═══ The data

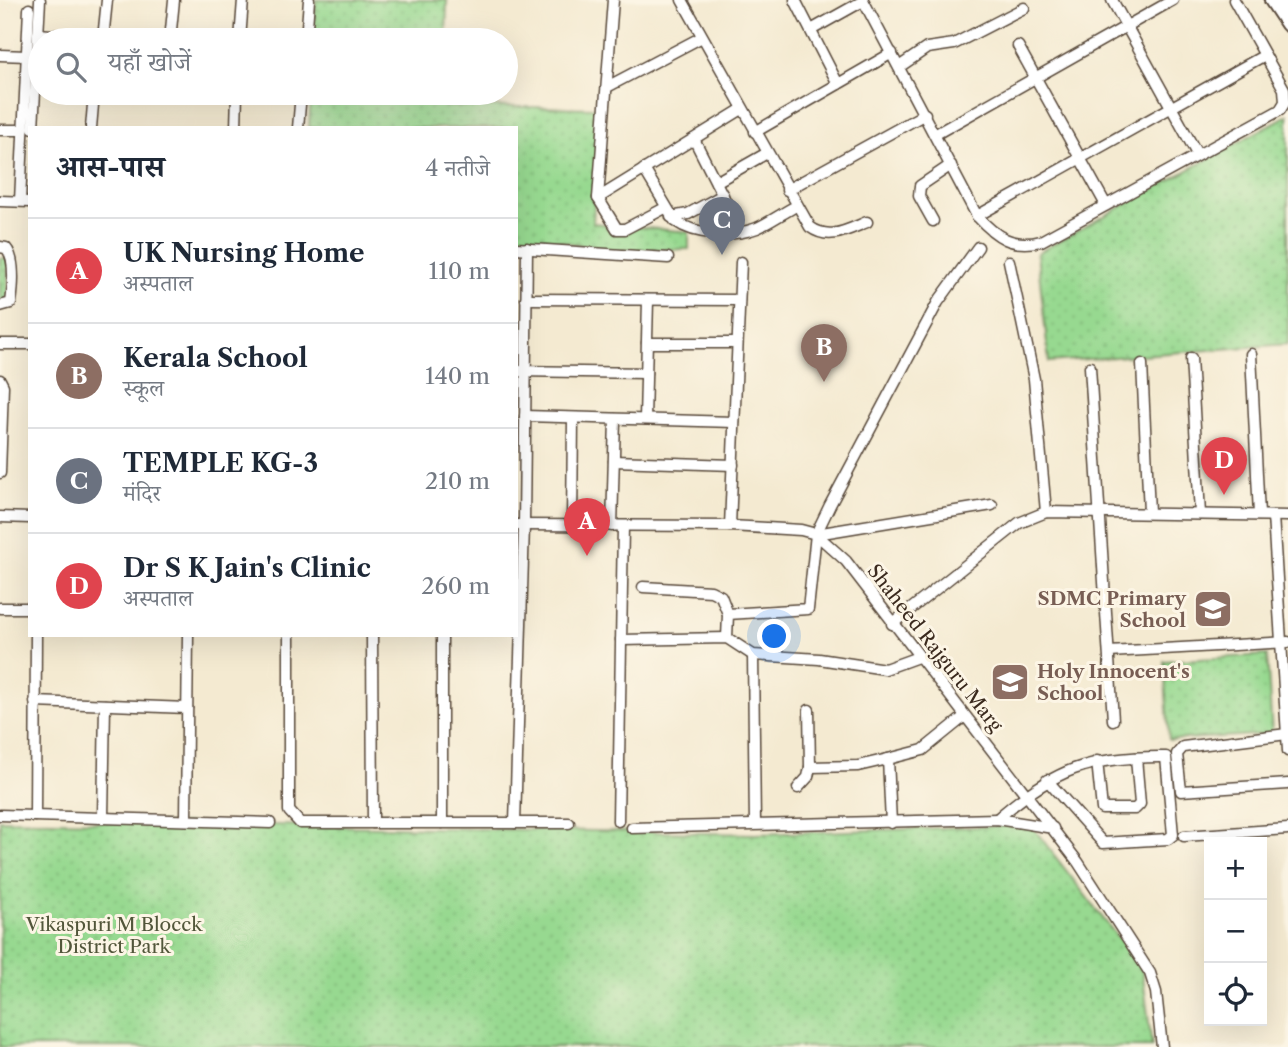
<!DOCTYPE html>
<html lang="hi">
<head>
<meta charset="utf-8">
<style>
  :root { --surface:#fff; --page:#f6f6f7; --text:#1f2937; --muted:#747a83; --line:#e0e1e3; --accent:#b5179e }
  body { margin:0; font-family:"Libre Caslon Text","Noto Serif Devanagari",serif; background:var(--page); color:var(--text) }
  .controls { position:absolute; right:21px; bottom:21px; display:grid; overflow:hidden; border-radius:0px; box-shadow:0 7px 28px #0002 }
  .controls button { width:63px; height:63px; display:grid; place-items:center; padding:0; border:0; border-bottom:2px solid var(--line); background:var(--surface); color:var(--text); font:35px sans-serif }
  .you { position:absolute; left:775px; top:637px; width:24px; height:24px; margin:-18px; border:5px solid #fff; border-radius:50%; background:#1a73e8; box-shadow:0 0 0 10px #1a73e833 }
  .badge { display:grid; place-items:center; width:46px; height:46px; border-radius:50%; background:var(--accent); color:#fff; font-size:23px; font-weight:700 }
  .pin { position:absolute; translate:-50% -58px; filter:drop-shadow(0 2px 4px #0008) }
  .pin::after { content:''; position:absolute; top:37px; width:24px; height:21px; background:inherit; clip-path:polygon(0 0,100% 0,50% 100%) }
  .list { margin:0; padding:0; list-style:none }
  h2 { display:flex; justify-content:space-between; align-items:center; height:91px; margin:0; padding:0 28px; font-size:30px }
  h2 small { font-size:23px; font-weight:400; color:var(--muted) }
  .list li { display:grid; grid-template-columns:46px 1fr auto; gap:21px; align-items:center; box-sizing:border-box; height:105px; padding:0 28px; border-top:2px solid var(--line) }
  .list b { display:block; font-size:26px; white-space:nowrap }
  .list p { margin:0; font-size:23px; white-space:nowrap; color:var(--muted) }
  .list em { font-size:23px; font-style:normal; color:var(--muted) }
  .icon { flex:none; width:38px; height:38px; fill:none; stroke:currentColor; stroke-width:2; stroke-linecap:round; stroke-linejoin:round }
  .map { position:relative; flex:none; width:1288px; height:1047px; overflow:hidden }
  .search { position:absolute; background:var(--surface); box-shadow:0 7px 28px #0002; left:28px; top:28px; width:490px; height:77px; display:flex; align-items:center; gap:18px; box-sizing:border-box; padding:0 24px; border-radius:38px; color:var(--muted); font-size:26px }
  .panel { position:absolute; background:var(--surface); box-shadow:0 7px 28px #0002; left:28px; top:126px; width:490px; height:511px; border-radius:0px }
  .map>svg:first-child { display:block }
</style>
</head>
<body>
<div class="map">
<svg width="1288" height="1047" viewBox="0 0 1288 1047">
  <defs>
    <pattern id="green-dots" width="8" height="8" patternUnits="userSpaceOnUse" patternTransform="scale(1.75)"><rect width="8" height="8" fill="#97d990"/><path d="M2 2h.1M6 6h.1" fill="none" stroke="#83ba7c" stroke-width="1.8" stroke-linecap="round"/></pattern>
  </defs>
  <rect width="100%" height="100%" fill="#fcf5e5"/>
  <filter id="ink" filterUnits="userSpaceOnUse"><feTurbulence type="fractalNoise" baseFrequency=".0143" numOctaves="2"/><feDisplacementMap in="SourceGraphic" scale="14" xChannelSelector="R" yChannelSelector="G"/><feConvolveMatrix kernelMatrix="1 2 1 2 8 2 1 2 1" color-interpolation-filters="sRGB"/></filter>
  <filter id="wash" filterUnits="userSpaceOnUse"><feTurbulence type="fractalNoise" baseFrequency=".00686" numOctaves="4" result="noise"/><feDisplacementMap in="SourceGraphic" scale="28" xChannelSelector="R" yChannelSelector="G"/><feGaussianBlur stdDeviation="1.57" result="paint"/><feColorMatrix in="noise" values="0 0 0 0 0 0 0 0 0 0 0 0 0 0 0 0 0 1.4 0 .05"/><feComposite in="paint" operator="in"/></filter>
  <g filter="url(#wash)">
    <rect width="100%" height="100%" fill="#f4ead1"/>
    <!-- green -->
    <g fill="url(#green-dots)" stroke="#698257" stroke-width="2">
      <path d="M316 0H447L446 40H313Z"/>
      <path d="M311 93H445V106L600 108 593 223 689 232V249L610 251 546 238 516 237V128H309Z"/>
      <path d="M1288 115V344L1049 362 1037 253Z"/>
      <path d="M0 258H8L7 302H0Z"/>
      <path d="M1267 655 1272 734 1169 740 1164 661Z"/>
      <path d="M0 820 756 834 1031 825 1142 969 1152 1047H0Z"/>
    </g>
  </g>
  <g filter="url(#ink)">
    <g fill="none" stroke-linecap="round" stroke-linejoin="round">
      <!-- street casing -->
      <g stroke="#574739" stroke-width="13">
        <g id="street">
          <path d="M613 0 598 198 617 229H625L665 208"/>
          <path d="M682 0 810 227C829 241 847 230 867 222"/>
          <path d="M795 0 838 84"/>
          <path d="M863 0 977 216C996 237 1012 248 1041 241L1280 110 1285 102 1284 89 1234 0"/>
          <path d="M1112 0 1197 154"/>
          <path d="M811 30 863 1"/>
          <path d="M38 34 117 40"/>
          <path d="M103 39 107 0"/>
          <path d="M170 40 174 0"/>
          <path d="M240 40 243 0"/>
          <path d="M306 40 309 0"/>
          <path d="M1018 46 1106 205"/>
          <path d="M0 55 27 56"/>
          <path d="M899 67 927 48 954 44 1024 8"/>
          <path d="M607 87 702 37"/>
          <path d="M33 128 40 0"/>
          <path d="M91 128 94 93"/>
          <path d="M236 128 237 93"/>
          <path d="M298 128 301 93"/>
          <path d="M0 130H23"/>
          <path d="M755 132 892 53"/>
          <path d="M936 134 1173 0"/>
          <path d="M694 139 729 208 732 233"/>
          <path d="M644 169 675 221C696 236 733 237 757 228 770 222 783 213 796 206"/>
          <path d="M716 182 767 153"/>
          <path d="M787 190 925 114"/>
          <path d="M598 198 742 109"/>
          <path d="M0 201 30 202"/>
          <path d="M20 201 29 9"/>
          <path d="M977 216 1265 55"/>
          <path d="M671 217 688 214 723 195"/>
          <path d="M933 221 919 196 920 186 951 165"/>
          <path d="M0 247 6 248C16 259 13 288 11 303L0 306"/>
          <path d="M516 248 668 258"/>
          <path d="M1009 261 1034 379 1046 512"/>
          <path d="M526 299 739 300"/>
          <path d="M647 343H737"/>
          <path d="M0 344H30"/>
          <path d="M1251 354 1259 515"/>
          <path d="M1191 358 1200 514"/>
          <path d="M1142 364 1149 512"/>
          <path d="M1090 367 1113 720"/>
          <path d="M516 371 646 373"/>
          <path d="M0 380 3 386 0 473"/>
          <path d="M525 416 734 422"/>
          <path d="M645 419 648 300"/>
          <path d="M614 461 733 465"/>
          <path d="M1273 516 1288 751"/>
          <path d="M0 517 30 518"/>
          <path d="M516 525 730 526 801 530 816 534 846 561 1078 862 1150 973 1156 992 1162 1047"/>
          <path d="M572 526 573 418"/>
          <path d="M612 526 615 419"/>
          <path d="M730 526 741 262"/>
          <path d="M816 534 992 505"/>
          <path d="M643 587 711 591 721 596 728 614"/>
          <path d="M0 608H30"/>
          <path d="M892 624 1019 523 1046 512 1288 516"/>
          <path d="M289 635V811L300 823H569"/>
          <path d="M372 635 373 823"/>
          <path d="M442 635V823"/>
          <path d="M727 638 728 614 808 609 816 534 830 505 938 302 978 247"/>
          <path d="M621 640 727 638 753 655 819 659 885 669 918 657"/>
          <path d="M1109 652 1288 642"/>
          <path d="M753 655 755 824"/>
          <path d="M35 702 187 708"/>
          <path d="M809 710 810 767 858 766 888 759"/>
          <path d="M1287 734 1183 747 1177 754 1181 791 1288 784"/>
          <path d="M1097 761 1102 809H1135L1140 804 1136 758"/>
          <path d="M798 788 808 777 810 767"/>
          <path d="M0 815 270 823"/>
          <path d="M35 816 36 635"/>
          <path d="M103 818 105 705"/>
          <path d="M997 819C1054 769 1090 756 1166 757L1173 835 1168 839 1103 843 1047 780"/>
          <path d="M186 820 188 635"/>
          <path d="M618 821 623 526"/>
          <path d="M515 823 524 525 527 248"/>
          <path d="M891 823 888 759 923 750 965 716"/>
          <path d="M632 828 997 819 1053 828"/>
          <path d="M1184 836 1288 829"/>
        </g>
      </g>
      <!-- secondary casing -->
      <g stroke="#574739" stroke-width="18">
        <path id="secondary" d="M1284 0 1288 21"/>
      </g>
      <!-- primary casing -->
      <g stroke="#574739" stroke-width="18">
        <path id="primary" d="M1272 0 1288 24"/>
      </g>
      <!-- street -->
      <use href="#street" stroke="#fff" stroke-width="10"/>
      <!-- secondary -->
      <use href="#secondary" stroke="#fff" stroke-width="14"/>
      <!-- primary -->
      <use href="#primary" stroke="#fff" stroke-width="14"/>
    </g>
  </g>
  <!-- icons -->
  <defs>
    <g id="school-square" transform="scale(2.0125)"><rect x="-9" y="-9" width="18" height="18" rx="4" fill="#8d6e63" stroke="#fcf5e5"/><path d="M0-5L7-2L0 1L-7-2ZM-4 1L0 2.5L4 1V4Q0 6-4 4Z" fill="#fff"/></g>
  </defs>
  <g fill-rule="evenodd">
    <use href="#school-square" x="1213" y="609"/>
    <use href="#school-square" x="1010" y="682"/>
  </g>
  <g text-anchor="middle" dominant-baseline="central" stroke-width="6" stroke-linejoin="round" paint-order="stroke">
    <!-- education labels -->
    <g font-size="19" font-weight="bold" fill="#785e54" stroke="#fcf5e5" text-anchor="end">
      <text x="1186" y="598">SDMC Primary<tspan x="1186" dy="22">School</tspan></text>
      <text x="1037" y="671" text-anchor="start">Holy Innocent's<tspan x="1037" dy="22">School</tspan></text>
    </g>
    <!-- street labels -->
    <g font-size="19" fill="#3b2a1e" stroke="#fcf5e5">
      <text transform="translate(935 648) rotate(52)">Shaheed Rajguru Marg</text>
    </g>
    <!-- park labels -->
    <g font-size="19" fill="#52563a" stroke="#fcf5e5">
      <text x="114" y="924">Vikaspuri M Blocck<tspan x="114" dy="22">District Park</tspan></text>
    </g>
  </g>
</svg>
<div class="controls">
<button>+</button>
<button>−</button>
<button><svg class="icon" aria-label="locate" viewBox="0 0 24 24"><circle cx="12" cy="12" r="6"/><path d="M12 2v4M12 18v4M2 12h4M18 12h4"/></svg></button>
</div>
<div class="you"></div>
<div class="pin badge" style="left:587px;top:556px;background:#e0444e">A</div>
<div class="pin badge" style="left:824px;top:382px;background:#8d6e63">B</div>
<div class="pin badge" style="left:722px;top:255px;background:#6b7280">C</div>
<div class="pin badge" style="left:1224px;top:495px;background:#e0444e">D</div>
<div class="search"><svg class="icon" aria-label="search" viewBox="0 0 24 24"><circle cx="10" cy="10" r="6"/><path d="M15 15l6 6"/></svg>यहाँ खोजें</div>
<section class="panel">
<h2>आस-पास<small>4 नतीजे</small></h2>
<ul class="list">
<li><span class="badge" style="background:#e0444e">A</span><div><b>UK Nursing Home</b><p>अस्पताल</p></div><em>110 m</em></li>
<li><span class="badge" style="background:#8d6e63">B</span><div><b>Kerala School</b><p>स्कूल</p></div><em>140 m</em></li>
<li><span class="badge" style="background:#6b7280">C</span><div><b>TEMPLE KG-3</b><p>मंदिर</p></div><em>210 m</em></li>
<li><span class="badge" style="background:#e0444e">D</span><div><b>Dr S K Jain's Clinic</b><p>अस्पताल</p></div><em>260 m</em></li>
</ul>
</section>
</div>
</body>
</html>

══════

**Task details**
Look above for the line holding "display:grid; grid-template-columns:46px 1fr" and the line holding "2 1 2 8 2 1". Retype both, and every line between them, word for word and nothing else.

**Task answer**
  .list li { display:grid; grid-template-columns:46px 1fr auto; gap:21px; align-items:center; box-sizing:border-box; height:105px; padding:0 28px; border-top:2px solid var(--line) }
  .list b { display:block; font-size:26px; white-space:nowrap }
  .list p { margin:0; font-size:23px; white-space:nowrap; color:var(--muted) }
  .list em { font-size:23px; font-style:normal; color:var(--muted) }
  .icon { flex:none; width:38px; height:38px; fill:none; stroke:currentColor; stroke-width:2; stroke-linecap:round; stroke-linejoin:round }
  .map { position:relative; flex:none; width:1288px; height:1047px; overflow:hidden }
  .search { position:absolute; background:var(--surface); box-shadow:0 7px 28px #0002; left:28px; top:28px; width:490px; height:77px; display:flex; align-items:center; gap:18px; box-sizing:border-box; padding:0 24px; border-radius:38px; color:var(--muted); font-size:26px }
  .panel { position:absolute; background:var(--surface); box-shadow:0 7px 28px #0002; left:28px; top:126px; width:490px; height:511px; border-radius:0px }
  .map>svg:first-child { display:block }
</style>
</head>
<body>
<div class="map">
<svg width="1288" height="1047" viewBox="0 0 1288 1047">
  <defs>
    <pattern id="green-dots" width="8" height="8" patternUnits="userSpaceOnUse" patternTransform="scale(1.75)"><rect width="8" height="8" fill="#97d990"/><path d="M2 2h.1M6 6h.1" fill="none" stroke="#83ba7c" stroke-width="1.8" stroke-linecap="round"/></pattern>
  </defs>
  <rect width="100%" height="100%" fill="#fcf5e5"/>
  <filter id="ink" filterUnits="userSpaceOnUse"><feTurbulence type="fractalNoise" baseFrequency=".0143" numOctaves="2"/><feDisplacementMap in="SourceGraphic" scale="14" xChannelSelector="R" yChannelSelector="G"/><feConvolveMatrix kernelMatrix="1 2 1 2 8 2 1 2 1" color-interpolation-filters="sRGB"/></filter>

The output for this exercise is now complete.